> [GOAL OF THE EXERCISE]:
Your response should consist of the records below, repeated exactly.

Data items
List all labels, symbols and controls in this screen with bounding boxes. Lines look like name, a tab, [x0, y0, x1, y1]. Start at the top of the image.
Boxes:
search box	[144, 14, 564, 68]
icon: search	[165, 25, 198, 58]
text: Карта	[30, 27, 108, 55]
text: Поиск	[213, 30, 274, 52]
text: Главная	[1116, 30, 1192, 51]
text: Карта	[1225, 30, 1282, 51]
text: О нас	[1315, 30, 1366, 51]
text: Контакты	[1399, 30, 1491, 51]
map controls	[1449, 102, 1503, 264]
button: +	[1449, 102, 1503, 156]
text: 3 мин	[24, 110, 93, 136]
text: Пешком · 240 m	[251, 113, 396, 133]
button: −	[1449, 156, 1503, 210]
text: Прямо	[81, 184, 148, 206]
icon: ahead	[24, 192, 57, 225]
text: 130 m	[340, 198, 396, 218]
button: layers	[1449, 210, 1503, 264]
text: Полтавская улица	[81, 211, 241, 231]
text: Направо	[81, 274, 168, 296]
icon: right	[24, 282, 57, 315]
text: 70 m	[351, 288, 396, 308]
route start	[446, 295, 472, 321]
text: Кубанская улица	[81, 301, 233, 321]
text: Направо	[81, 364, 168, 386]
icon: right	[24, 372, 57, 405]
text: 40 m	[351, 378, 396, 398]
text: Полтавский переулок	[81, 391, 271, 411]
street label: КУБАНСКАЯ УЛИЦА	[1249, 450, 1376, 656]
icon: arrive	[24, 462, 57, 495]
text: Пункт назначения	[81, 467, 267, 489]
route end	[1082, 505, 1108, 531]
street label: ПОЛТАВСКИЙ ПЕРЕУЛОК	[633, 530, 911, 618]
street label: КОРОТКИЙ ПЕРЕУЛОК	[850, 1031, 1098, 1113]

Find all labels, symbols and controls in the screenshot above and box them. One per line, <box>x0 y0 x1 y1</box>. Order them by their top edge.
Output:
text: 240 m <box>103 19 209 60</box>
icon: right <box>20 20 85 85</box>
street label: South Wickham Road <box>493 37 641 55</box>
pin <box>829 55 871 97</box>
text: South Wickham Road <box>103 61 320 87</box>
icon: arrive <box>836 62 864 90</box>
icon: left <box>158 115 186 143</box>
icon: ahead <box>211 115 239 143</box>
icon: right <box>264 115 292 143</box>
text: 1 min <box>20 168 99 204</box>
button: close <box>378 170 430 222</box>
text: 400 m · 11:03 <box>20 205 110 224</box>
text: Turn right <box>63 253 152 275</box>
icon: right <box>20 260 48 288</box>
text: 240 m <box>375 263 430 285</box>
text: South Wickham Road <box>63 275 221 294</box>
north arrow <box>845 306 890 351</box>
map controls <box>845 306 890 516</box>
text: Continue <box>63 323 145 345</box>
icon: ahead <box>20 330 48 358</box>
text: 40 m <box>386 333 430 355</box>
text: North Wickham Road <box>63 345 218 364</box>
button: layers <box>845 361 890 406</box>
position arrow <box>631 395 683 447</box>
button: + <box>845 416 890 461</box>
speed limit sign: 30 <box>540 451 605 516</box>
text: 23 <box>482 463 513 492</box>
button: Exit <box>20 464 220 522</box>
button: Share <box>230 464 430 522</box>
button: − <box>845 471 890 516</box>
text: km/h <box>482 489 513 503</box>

> [THE ANSWER]:
List all labels, symbols and controls in this screen with bounding boxes. Lines look like name, a tab, [x0, y0, x1, y1]. Start at the top of the image.
Boxes:
search box	[144, 14, 564, 68]
icon: search	[165, 25, 198, 58]
text: Карта	[30, 27, 108, 55]
text: Поиск	[213, 30, 274, 52]
text: Главная	[1116, 30, 1192, 51]
text: Карта	[1225, 30, 1282, 51]
text: О нас	[1315, 30, 1366, 51]
text: Контакты	[1399, 30, 1491, 51]
map controls	[1449, 102, 1503, 264]
button: +	[1449, 102, 1503, 156]
text: 3 мин	[24, 110, 93, 136]
text: Пешком · 240 m	[251, 113, 396, 133]
button: −	[1449, 156, 1503, 210]
text: Прямо	[81, 184, 148, 206]
icon: ahead	[24, 192, 57, 225]
text: 130 m	[340, 198, 396, 218]
button: layers	[1449, 210, 1503, 264]
text: Полтавская улица	[81, 211, 241, 231]
text: Направо	[81, 274, 168, 296]
icon: right	[24, 282, 57, 315]
text: 70 m	[351, 288, 396, 308]
route start	[446, 295, 472, 321]
text: Кубанская улица	[81, 301, 233, 321]
text: Направо	[81, 364, 168, 386]
icon: right	[24, 372, 57, 405]
text: 40 m	[351, 378, 396, 398]
text: Полтавский переулок	[81, 391, 271, 411]
street label: КУБАНСКАЯ УЛИЦА	[1249, 450, 1376, 656]
icon: arrive	[24, 462, 57, 495]
text: Пункт назначения	[81, 467, 267, 489]
route end	[1082, 505, 1108, 531]
street label: ПОЛТАВСКИЙ ПЕРЕУЛОК	[633, 530, 911, 618]
street label: КОРОТКИЙ ПЕРЕУЛОК	[850, 1031, 1098, 1113]

Find all labels, symbols and controls in the screenshot above and box them. One per line, <box>x0 y0 x1 y1</box>. Order them by their top edge.
Output:
text: 240 m <box>103 19 209 60</box>
icon: right <box>20 20 85 85</box>
street label: South Wickham Road <box>493 37 641 55</box>
pin <box>829 55 871 97</box>
text: South Wickham Road <box>103 61 320 87</box>
icon: arrive <box>836 62 864 90</box>
icon: left <box>158 115 186 143</box>
icon: ahead <box>211 115 239 143</box>
icon: right <box>264 115 292 143</box>
text: 1 min <box>20 168 99 204</box>
button: close <box>378 170 430 222</box>
text: 400 m · 11:03 <box>20 205 110 224</box>
text: Turn right <box>63 253 152 275</box>
icon: right <box>20 260 48 288</box>
text: 240 m <box>375 263 430 285</box>
text: South Wickham Road <box>63 275 221 294</box>
north arrow <box>845 306 890 351</box>
map controls <box>845 306 890 516</box>
text: Continue <box>63 323 145 345</box>
icon: ahead <box>20 330 48 358</box>
text: 40 m <box>386 333 430 355</box>
text: North Wickham Road <box>63 345 218 364</box>
button: layers <box>845 361 890 406</box>
position arrow <box>631 395 683 447</box>
button: + <box>845 416 890 461</box>
speed limit sign: 30 <box>540 451 605 516</box>
text: 23 <box>482 463 513 492</box>
button: Exit <box>20 464 220 522</box>
button: Share <box>230 464 430 522</box>
button: − <box>845 471 890 516</box>
text: km/h <box>482 489 513 503</box>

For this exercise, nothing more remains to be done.